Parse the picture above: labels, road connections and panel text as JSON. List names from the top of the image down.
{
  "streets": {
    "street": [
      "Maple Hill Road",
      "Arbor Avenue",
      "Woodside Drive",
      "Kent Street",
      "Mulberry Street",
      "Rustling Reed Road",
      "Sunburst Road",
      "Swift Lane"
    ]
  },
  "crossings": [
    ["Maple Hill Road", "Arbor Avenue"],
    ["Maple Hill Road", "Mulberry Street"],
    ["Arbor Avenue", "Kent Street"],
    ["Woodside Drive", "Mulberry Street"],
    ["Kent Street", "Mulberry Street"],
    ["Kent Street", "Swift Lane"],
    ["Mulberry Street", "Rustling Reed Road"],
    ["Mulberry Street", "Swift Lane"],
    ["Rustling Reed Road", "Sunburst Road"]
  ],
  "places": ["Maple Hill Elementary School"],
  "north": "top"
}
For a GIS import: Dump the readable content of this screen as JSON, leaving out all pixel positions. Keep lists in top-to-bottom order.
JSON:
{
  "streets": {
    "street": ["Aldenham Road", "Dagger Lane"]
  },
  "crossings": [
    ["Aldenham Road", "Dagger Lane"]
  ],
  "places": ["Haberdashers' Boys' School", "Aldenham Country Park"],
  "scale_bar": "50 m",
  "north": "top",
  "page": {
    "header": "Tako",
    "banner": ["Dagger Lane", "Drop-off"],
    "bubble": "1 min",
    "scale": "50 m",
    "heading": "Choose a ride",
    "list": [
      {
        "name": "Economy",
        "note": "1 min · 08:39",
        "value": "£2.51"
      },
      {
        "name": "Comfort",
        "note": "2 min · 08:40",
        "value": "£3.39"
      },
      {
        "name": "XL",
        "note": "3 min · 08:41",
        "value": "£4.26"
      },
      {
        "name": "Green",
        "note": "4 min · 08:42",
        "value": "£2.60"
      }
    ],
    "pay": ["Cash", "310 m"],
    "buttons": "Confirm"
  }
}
□ □ □
WHAT IS BEING ASKED:
Give again each line of the listing above, keeping every word the same.

EXPECTED ANSWER:
Parse the picture above: labels, road connections and panel text as JSON. List names from the top of the image down.
{
  "streets": {
    "street": [
      "Maple Hill Road",
      "Arbor Avenue",
      "Woodside Drive",
      "Kent Street",
      "Mulberry Street",
      "Rustling Reed Road",
      "Sunburst Road",
      "Swift Lane"
    ]
  },
  "crossings": [
    ["Maple Hill Road", "Arbor Avenue"],
    ["Maple Hill Road", "Mulberry Street"],
    ["Arbor Avenue", "Kent Street"],
    ["Woodside Drive", "Mulberry Street"],
    ["Kent Street", "Mulberry Street"],
    ["Kent Street", "Swift Lane"],
    ["Mulberry Street", "Rustling Reed Road"],
    ["Mulberry Street", "Swift Lane"],
    ["Rustling Reed Road", "Sunburst Road"]
  ],
  "places": ["Maple Hill Elementary School"],
  "north": "top"
}
For a GIS import: Dump the readable content of this screen as JSON, leaving out all pixel positions. Keep lists in top-to-bottom order.
JSON:
{
  "streets": {
    "street": ["Aldenham Road", "Dagger Lane"]
  },
  "crossings": [
    ["Aldenham Road", "Dagger Lane"]
  ],
  "places": ["Haberdashers' Boys' School", "Aldenham Country Park"],
  "scale_bar": "50 m",
  "north": "top",
  "page": {
    "header": "Tako",
    "banner": ["Dagger Lane", "Drop-off"],
    "bubble": "1 min",
    "scale": "50 m",
    "heading": "Choose a ride",
    "list": [
      {
        "name": "Economy",
        "note": "1 min · 08:39",
        "value": "£2.51"
      },
      {
        "name": "Comfort",
        "note": "2 min · 08:40",
        "value": "£3.39"
      },
      {
        "name": "XL",
        "note": "3 min · 08:41",
        "value": "£4.26"
      },
      {
        "name": "Green",
        "note": "4 min · 08:42",
        "value": "£2.60"
      }
    ],
    "pay": ["Cash", "310 m"],
    "buttons": "Confirm"
  }
}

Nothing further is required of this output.